-- Exercise inputs follows --

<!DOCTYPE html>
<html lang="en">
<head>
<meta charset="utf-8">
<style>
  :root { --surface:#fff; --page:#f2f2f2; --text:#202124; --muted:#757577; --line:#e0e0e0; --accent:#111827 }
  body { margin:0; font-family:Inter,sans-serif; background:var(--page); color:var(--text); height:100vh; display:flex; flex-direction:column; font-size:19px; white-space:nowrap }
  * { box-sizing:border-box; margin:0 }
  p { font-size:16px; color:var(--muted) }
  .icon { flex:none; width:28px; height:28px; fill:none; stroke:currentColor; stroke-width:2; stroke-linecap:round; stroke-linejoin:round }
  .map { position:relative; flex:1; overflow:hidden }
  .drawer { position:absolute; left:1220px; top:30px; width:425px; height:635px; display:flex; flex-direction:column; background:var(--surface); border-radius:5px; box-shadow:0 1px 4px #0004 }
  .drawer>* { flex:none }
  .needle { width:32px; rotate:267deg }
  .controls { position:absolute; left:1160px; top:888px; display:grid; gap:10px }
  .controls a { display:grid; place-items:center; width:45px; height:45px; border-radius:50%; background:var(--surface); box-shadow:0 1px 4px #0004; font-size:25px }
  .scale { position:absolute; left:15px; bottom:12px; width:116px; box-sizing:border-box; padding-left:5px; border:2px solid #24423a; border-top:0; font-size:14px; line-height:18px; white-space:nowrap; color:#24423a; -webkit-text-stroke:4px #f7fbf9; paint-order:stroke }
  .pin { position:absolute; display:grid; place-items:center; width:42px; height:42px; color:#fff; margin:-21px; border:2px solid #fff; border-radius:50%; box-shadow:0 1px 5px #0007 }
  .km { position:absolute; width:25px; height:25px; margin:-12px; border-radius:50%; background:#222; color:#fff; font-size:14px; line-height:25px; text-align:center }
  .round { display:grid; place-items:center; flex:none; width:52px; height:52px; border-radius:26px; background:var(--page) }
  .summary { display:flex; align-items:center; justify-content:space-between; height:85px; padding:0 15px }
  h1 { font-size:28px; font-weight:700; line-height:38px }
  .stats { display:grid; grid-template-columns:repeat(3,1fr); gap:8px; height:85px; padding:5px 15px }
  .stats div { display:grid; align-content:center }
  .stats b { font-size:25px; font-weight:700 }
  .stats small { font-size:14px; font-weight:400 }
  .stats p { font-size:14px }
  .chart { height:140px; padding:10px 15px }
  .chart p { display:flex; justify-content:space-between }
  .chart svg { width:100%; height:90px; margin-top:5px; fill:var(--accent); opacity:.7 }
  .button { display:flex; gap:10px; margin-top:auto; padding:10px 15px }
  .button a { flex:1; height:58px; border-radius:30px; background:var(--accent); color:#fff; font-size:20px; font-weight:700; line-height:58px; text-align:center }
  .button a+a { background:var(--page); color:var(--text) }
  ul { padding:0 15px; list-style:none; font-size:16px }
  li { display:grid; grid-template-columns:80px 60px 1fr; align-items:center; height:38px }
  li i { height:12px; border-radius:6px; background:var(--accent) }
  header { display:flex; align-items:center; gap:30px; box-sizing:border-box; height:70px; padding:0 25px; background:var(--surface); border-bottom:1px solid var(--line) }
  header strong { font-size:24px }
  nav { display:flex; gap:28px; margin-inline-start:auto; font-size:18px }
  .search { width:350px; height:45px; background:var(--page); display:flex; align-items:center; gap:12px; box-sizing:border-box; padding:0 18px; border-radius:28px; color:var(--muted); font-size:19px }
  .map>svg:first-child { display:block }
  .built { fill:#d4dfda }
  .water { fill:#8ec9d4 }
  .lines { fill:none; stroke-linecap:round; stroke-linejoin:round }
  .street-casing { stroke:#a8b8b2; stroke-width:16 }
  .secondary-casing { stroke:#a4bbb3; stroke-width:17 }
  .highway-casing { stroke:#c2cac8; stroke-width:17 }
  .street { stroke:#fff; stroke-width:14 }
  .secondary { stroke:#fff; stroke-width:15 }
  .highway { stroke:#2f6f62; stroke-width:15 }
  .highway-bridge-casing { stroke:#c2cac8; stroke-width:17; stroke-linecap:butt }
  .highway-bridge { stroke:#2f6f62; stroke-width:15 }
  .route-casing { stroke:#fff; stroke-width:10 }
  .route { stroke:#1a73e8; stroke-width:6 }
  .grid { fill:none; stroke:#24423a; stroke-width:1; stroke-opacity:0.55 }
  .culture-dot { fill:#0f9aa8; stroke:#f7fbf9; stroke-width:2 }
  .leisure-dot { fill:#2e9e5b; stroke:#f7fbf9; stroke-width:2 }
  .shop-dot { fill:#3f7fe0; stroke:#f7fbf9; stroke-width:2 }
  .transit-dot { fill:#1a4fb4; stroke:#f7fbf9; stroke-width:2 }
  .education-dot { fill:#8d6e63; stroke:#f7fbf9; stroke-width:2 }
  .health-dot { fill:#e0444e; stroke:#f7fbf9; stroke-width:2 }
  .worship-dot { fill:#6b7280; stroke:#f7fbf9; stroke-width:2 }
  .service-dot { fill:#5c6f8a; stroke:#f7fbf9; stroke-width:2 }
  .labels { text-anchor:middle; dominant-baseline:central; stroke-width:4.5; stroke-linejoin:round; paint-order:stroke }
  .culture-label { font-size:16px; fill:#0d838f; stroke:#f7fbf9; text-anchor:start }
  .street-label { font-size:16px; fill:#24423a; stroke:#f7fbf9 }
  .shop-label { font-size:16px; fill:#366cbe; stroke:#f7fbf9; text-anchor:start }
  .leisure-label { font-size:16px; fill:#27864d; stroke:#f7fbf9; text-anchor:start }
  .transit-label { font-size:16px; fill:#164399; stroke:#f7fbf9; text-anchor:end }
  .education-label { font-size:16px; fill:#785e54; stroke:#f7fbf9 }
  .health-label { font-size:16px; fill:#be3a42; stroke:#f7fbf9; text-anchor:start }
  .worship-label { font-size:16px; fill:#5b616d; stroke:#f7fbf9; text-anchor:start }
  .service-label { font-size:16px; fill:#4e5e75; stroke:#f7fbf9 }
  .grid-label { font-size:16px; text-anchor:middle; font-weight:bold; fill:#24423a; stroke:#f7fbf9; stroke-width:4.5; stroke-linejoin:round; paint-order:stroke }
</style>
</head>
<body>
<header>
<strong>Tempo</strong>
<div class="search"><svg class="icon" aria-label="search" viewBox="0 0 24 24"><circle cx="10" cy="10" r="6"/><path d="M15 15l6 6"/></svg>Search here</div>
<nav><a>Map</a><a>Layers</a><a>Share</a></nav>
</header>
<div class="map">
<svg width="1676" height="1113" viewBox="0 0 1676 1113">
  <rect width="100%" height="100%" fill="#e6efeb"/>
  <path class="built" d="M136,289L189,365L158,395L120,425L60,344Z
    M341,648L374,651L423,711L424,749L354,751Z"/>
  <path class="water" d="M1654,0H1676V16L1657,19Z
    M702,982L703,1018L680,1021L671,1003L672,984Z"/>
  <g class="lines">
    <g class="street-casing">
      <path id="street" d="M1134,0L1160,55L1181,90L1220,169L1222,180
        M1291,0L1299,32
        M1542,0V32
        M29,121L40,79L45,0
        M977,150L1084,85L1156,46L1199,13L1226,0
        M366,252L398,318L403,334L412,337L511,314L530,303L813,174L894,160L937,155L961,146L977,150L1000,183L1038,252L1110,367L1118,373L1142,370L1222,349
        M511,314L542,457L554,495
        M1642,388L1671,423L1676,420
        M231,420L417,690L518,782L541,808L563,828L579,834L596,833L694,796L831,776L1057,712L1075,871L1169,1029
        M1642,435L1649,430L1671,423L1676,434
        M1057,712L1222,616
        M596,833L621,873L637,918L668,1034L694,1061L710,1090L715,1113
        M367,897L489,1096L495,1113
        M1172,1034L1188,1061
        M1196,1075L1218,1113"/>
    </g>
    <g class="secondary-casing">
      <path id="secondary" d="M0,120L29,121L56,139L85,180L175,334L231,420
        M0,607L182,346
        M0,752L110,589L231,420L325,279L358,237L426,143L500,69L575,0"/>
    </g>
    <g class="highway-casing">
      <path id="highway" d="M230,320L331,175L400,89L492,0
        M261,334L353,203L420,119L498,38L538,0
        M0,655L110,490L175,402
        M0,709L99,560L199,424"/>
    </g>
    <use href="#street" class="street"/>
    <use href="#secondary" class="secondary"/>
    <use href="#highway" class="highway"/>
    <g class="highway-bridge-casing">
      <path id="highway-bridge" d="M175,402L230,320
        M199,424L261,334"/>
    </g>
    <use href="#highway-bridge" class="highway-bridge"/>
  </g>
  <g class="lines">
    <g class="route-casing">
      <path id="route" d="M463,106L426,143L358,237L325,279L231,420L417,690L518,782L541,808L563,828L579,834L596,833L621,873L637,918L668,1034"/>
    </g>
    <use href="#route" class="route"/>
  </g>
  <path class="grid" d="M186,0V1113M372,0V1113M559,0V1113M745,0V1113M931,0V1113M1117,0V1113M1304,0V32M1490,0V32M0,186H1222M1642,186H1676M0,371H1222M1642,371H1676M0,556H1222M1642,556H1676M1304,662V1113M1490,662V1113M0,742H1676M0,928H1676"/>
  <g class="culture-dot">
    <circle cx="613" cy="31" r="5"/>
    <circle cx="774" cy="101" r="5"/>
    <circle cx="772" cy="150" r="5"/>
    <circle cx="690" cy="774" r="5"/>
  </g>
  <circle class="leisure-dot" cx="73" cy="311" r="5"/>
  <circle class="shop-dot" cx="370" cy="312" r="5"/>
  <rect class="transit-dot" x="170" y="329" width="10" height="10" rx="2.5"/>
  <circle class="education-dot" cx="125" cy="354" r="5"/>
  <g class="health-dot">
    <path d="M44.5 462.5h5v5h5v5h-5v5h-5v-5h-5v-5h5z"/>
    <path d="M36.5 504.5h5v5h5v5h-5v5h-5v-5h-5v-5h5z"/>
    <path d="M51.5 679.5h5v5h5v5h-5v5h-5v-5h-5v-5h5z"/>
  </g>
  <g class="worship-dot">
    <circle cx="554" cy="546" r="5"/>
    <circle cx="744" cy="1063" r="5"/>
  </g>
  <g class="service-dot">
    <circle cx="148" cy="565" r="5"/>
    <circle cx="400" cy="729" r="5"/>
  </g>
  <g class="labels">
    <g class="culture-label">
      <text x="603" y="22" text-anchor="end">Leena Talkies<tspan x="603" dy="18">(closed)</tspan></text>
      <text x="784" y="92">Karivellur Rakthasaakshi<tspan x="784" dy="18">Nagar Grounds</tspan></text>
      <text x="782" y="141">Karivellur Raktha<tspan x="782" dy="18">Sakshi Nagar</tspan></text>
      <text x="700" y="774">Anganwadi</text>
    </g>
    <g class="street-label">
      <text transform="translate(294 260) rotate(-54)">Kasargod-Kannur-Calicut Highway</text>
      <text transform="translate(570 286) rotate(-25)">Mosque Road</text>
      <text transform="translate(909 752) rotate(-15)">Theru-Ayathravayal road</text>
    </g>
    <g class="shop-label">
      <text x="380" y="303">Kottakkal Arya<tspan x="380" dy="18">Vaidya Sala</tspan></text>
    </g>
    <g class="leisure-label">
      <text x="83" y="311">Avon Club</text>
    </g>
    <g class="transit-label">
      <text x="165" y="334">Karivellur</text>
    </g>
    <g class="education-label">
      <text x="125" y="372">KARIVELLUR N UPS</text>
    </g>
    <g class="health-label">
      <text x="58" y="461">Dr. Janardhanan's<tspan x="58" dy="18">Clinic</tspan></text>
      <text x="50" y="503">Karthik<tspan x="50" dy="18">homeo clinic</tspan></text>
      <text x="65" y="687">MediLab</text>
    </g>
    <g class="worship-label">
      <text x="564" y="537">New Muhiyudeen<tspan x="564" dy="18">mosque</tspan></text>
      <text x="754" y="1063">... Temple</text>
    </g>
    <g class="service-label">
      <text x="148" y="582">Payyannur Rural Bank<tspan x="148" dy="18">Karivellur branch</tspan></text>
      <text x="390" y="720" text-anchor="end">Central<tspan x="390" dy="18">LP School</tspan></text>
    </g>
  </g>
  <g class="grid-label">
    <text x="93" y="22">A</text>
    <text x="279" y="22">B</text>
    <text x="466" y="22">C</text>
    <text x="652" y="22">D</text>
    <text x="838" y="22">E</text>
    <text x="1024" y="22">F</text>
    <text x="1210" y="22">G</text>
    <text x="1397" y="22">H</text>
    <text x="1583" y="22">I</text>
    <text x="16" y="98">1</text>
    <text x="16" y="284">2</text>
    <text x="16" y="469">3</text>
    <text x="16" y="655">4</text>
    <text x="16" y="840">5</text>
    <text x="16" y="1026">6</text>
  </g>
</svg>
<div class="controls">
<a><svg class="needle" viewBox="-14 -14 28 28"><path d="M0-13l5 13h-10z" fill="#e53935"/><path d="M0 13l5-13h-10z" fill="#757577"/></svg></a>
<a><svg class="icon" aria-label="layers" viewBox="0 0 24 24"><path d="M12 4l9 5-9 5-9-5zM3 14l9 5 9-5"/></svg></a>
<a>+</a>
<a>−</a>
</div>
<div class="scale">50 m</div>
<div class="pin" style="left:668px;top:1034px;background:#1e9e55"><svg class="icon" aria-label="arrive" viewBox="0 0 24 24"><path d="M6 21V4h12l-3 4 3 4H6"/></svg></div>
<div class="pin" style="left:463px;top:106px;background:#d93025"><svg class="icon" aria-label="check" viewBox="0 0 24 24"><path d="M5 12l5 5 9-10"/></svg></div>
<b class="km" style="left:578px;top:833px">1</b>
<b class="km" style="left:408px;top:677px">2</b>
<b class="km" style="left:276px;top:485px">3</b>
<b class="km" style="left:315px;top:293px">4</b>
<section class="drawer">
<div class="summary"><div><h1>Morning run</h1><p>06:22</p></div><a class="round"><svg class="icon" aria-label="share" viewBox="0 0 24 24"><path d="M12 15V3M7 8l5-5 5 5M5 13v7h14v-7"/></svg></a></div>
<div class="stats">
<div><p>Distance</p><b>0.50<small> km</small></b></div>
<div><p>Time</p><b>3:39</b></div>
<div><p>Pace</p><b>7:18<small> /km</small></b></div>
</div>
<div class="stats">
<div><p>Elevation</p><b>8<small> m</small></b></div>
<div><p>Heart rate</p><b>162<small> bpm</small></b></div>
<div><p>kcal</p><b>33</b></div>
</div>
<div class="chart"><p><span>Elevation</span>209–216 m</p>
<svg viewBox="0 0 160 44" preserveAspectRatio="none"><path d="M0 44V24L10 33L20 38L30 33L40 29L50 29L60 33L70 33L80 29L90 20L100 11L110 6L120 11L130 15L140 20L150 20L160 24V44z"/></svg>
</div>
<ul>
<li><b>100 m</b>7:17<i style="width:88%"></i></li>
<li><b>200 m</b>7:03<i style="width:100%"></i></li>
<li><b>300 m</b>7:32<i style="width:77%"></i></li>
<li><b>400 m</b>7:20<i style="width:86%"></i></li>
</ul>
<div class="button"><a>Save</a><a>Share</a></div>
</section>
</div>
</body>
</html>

-- Exercise inputs concluded --

Problem
Exactly the lines from the one with "44V24L10 33L20 38L30" through the last line of the listing above must make up your answer.

Your response
<svg viewBox="0 0 160 44" preserveAspectRatio="none"><path d="M0 44V24L10 33L20 38L30 33L40 29L50 29L60 33L70 33L80 29L90 20L100 11L110 6L120 11L130 15L140 20L150 20L160 24V44z"/></svg>
</div>
<ul>
<li><b>100 m</b>7:17<i style="width:88%"></i></li>
<li><b>200 m</b>7:03<i style="width:100%"></i></li>
<li><b>300 m</b>7:32<i style="width:77%"></i></li>
<li><b>400 m</b>7:20<i style="width:86%"></i></li>
</ul>
<div class="button"><a>Save</a><a>Share</a></div>
</section>
</div>
</body>
</html>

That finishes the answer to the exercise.